# Your task:
Show only those lines of the entries where the string "Describe" is found.

# Collected data entries:

- - -

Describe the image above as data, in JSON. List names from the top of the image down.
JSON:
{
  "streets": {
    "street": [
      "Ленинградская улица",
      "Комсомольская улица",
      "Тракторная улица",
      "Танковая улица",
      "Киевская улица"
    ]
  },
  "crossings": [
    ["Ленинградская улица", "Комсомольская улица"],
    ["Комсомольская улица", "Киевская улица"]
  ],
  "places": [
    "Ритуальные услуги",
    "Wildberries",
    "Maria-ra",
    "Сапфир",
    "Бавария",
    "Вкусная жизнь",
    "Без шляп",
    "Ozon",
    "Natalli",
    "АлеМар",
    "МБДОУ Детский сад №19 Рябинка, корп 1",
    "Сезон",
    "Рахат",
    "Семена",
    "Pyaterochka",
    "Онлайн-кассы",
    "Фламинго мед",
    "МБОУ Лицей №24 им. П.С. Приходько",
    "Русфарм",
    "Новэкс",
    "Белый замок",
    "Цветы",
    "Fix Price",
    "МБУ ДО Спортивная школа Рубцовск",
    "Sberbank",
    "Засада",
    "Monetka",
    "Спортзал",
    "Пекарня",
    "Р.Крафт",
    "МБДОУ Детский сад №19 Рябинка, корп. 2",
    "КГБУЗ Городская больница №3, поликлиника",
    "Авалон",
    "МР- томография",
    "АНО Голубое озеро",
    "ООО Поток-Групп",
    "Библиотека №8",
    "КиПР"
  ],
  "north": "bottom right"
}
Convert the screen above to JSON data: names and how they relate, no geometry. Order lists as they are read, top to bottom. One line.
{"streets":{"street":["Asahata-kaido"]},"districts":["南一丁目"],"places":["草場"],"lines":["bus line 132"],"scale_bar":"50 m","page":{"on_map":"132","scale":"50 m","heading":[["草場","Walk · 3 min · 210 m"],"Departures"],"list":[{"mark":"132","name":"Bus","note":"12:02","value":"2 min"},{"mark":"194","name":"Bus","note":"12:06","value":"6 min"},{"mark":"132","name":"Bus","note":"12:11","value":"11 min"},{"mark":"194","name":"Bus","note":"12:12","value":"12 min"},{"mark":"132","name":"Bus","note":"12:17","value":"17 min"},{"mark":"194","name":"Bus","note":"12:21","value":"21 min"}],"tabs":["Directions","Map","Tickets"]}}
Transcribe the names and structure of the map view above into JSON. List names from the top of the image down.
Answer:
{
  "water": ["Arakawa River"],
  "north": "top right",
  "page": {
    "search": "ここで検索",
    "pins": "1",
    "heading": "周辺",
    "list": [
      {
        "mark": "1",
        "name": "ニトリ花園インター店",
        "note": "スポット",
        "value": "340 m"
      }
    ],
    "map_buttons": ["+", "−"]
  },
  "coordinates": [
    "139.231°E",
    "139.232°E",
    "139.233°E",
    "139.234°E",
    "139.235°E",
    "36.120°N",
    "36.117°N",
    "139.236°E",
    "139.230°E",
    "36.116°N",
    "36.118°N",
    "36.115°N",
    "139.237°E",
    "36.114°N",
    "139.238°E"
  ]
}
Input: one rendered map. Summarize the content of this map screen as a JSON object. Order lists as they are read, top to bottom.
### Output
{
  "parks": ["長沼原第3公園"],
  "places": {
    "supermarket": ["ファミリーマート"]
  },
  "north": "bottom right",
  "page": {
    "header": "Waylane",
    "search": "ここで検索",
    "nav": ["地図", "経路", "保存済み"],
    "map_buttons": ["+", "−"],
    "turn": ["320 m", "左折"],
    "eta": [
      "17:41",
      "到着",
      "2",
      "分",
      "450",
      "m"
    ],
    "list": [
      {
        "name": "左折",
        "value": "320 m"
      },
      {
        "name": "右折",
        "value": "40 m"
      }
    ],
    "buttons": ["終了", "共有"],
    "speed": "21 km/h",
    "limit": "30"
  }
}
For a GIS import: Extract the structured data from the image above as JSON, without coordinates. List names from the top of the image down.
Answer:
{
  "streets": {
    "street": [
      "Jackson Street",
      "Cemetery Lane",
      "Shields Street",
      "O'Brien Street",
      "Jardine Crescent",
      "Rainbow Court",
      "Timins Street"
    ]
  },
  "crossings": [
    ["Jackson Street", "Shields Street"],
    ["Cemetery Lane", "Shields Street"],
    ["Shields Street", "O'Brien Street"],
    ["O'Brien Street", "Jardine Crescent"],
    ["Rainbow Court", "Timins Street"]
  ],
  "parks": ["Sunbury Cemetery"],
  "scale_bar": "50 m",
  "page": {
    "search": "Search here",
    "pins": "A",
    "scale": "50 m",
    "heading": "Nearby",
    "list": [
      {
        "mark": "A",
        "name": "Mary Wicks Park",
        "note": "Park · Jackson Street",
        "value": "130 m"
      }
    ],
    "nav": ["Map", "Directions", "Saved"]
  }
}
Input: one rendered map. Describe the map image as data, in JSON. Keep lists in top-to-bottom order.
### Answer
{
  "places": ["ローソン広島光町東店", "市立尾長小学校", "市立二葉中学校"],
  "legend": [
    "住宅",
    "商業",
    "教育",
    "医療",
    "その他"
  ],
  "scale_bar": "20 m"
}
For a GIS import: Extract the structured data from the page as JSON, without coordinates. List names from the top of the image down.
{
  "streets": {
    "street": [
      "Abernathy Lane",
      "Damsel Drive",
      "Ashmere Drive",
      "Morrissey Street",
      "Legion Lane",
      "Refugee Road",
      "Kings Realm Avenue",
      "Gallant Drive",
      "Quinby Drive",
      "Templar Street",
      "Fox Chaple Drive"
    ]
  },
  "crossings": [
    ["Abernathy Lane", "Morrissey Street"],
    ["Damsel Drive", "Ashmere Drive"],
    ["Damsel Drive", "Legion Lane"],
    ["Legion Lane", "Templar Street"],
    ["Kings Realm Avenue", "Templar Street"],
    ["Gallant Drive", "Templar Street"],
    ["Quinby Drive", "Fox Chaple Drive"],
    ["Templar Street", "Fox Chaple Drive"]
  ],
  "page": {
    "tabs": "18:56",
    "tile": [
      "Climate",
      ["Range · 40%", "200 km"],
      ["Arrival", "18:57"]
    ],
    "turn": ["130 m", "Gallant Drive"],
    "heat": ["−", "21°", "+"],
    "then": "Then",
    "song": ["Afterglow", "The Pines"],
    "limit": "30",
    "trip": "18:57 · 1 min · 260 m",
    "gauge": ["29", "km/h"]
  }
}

- - -

# Solution for this exercise:
Describe the image above as data, in JSON. List names from the top of the image down.
Input: one rendered map. Describe the map image as data, in JSON. Keep lists in top-to-bottom order.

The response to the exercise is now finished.